> Task item
From the listing below, set down exactly the lines between the one holding "M325,1100L406,1119" and the one holding "M440,1402C498,1361 553,1316 608,1271C655,1232", inclusive. No other line is wanted.

> Source records
####################
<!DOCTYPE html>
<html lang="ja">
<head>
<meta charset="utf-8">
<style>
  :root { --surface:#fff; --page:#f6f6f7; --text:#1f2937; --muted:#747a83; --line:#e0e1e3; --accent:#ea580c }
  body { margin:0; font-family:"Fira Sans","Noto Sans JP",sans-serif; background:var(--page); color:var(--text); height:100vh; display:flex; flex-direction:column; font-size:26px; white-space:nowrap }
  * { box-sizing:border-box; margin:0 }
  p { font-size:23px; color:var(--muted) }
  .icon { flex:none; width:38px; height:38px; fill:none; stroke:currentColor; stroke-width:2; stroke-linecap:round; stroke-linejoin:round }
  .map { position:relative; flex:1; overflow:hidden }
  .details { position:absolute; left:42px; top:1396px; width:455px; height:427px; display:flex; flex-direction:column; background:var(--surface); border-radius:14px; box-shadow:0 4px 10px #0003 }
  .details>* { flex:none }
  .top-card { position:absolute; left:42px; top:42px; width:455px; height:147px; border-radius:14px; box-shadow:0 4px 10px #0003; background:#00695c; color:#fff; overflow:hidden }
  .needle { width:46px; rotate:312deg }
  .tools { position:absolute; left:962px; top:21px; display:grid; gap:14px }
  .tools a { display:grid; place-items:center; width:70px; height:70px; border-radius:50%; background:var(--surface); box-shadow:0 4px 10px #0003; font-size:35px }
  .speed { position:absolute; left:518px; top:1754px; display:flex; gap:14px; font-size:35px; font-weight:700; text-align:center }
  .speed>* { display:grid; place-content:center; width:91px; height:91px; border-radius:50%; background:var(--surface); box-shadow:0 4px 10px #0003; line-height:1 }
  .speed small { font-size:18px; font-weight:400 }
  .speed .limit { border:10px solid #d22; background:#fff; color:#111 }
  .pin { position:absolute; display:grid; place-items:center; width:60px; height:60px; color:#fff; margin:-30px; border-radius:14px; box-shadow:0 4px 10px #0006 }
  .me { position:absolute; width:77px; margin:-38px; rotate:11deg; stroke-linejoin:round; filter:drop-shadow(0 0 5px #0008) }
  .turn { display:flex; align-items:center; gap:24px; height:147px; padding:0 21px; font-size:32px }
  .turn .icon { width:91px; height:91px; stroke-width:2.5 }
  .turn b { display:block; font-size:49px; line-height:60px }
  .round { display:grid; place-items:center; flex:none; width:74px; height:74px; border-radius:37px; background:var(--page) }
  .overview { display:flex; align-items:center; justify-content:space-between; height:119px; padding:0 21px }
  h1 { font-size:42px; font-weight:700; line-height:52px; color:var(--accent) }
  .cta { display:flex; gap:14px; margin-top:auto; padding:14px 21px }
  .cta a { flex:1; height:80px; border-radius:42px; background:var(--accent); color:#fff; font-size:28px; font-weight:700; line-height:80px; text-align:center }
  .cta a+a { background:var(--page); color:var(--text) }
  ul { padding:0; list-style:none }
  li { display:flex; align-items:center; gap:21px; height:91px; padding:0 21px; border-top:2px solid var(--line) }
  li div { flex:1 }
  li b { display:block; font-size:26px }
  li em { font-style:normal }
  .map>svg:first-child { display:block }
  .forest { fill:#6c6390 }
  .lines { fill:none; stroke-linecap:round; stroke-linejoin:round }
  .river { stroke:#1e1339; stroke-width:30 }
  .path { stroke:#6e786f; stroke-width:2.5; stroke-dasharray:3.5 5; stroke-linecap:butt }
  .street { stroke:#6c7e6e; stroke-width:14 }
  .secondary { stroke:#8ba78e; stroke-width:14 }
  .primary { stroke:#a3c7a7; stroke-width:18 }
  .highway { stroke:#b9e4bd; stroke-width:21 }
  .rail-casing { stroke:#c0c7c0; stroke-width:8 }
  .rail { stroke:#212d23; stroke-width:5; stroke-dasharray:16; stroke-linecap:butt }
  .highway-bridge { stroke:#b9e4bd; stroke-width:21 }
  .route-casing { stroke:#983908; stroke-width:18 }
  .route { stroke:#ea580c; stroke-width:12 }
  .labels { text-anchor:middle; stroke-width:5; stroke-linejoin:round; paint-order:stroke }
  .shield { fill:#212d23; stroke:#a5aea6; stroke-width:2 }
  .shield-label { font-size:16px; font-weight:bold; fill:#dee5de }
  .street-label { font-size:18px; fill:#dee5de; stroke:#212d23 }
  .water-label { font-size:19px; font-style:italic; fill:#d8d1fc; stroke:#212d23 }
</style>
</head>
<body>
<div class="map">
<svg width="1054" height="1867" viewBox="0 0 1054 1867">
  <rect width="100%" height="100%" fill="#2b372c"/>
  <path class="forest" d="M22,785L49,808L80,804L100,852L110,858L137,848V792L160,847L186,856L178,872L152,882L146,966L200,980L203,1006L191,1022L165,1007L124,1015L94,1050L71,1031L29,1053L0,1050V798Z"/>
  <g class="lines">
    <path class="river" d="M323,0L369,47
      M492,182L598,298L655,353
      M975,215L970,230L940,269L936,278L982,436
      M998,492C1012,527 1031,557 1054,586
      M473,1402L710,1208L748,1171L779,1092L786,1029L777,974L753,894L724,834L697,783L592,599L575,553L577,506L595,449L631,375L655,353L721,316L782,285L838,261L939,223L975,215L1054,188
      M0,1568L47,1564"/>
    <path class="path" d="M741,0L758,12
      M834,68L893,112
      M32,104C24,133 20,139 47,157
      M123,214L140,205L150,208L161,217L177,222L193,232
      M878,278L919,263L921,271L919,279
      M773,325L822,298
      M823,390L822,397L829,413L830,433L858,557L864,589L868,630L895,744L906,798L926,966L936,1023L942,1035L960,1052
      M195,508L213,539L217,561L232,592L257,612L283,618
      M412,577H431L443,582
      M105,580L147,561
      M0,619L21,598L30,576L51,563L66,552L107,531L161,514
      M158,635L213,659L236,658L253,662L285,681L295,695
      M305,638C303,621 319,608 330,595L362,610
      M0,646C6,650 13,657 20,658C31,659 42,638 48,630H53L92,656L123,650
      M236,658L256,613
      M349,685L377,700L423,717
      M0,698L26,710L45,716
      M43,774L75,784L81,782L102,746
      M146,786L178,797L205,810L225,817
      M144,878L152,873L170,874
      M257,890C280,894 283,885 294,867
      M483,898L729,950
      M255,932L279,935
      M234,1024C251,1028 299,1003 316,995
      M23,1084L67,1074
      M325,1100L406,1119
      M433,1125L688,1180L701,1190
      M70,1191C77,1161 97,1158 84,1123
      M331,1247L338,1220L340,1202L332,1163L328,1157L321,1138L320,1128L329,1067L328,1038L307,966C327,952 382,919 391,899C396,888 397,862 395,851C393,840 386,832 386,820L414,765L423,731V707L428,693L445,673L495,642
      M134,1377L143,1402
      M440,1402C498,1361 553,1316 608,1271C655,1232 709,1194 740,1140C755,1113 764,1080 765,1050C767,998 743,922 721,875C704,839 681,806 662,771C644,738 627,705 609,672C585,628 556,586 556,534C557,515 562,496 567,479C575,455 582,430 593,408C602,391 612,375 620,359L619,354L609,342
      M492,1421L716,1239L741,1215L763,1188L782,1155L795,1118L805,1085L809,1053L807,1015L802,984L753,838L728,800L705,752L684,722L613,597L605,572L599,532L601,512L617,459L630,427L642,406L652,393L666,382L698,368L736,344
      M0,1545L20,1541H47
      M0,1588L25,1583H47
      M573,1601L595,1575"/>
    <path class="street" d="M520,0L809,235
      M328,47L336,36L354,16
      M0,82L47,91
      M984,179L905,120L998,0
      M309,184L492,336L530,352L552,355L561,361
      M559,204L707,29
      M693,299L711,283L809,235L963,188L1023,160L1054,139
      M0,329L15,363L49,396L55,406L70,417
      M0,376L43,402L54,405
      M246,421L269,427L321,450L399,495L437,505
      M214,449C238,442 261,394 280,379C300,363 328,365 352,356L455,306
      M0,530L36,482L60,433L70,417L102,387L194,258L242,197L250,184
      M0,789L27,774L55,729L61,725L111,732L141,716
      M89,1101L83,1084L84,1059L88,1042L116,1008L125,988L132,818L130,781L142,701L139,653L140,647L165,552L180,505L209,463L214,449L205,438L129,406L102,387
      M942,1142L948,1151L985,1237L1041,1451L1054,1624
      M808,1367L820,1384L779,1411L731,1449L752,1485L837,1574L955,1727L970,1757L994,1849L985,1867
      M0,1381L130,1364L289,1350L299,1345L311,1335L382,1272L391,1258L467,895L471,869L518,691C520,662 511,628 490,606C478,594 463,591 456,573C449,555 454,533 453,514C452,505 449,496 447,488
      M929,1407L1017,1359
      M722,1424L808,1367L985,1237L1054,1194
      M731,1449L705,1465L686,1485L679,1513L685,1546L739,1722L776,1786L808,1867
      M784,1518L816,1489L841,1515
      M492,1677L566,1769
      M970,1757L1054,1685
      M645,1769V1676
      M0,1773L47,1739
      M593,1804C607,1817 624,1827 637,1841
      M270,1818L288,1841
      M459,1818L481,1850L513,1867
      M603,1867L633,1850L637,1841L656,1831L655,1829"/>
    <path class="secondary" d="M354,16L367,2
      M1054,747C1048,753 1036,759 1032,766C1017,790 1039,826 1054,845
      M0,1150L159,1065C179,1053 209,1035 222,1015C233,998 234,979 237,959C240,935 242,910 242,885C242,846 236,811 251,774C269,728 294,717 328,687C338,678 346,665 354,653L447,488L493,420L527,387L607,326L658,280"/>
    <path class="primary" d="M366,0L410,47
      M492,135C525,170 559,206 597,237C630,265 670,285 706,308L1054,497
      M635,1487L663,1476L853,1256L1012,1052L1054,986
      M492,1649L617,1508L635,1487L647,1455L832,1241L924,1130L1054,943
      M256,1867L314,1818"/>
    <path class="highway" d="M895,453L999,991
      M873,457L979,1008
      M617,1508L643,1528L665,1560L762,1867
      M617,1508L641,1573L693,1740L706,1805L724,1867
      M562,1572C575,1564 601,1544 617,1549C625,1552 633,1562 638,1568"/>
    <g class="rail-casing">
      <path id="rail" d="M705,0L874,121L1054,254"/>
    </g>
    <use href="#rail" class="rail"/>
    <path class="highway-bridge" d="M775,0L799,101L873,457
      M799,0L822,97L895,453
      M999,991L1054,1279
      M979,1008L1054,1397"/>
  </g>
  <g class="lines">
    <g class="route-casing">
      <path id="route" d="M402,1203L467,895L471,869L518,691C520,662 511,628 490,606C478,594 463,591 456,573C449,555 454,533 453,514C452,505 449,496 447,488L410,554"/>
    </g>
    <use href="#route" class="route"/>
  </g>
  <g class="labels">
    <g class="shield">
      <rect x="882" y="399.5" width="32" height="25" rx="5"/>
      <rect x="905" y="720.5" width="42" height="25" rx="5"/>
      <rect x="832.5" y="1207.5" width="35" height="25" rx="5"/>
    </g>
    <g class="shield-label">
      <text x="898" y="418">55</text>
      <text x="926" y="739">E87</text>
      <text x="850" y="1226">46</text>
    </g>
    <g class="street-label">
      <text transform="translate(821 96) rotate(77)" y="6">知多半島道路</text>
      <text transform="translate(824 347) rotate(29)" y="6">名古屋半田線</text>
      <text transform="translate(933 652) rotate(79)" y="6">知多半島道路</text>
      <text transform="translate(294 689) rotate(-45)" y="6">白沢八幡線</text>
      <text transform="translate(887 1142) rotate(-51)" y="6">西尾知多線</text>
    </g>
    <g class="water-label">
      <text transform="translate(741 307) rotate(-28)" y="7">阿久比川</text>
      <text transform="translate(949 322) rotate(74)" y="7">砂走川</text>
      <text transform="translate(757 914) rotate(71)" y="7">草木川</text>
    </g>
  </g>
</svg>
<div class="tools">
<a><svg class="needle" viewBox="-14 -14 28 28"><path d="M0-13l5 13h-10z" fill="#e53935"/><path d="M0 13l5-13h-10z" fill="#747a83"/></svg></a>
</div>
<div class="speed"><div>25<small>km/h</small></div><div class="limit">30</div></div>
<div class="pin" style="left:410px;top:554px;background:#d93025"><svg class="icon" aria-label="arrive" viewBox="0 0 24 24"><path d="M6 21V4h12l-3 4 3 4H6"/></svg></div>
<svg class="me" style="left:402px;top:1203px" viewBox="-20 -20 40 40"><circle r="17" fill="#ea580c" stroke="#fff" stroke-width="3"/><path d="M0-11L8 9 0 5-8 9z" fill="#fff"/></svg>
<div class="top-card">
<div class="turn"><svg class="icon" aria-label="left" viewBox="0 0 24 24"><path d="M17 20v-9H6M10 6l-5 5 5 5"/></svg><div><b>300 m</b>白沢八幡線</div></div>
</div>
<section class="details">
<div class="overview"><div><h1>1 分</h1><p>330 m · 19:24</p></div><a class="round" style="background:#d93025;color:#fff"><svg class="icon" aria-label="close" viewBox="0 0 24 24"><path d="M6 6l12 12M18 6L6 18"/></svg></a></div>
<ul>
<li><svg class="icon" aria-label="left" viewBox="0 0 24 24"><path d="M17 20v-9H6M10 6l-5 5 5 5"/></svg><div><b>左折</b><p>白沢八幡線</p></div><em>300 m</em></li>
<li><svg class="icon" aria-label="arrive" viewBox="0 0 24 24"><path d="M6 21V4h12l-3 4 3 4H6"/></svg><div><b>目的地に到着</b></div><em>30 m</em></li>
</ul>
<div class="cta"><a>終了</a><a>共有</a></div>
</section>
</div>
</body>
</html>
####################
> Response to this exercise
      M325,1100L406,1119
      M433,1125L688,1180L701,1190
      M70,1191C77,1161 97,1158 84,1123
      M331,1247L338,1220L340,1202L332,1163L328,1157L321,1138L320,1128L329,1067L328,1038L307,966C327,952 382,919 391,899C396,888 397,862 395,851C393,840 386,832 386,820L414,765L423,731V707L428,693L445,673L495,642
      M134,1377L143,1402
      M440,1402C498,1361 553,1316 608,1271C655,1232 709,1194 740,1140C755,1113 764,1080 765,1050C767,998 743,922 721,875C704,839 681,806 662,771C644,738 627,705 609,672C585,628 556,586 556,534C557,515 562,496 567,479C575,455 582,430 593,408C602,391 612,375 620,359L619,354L609,342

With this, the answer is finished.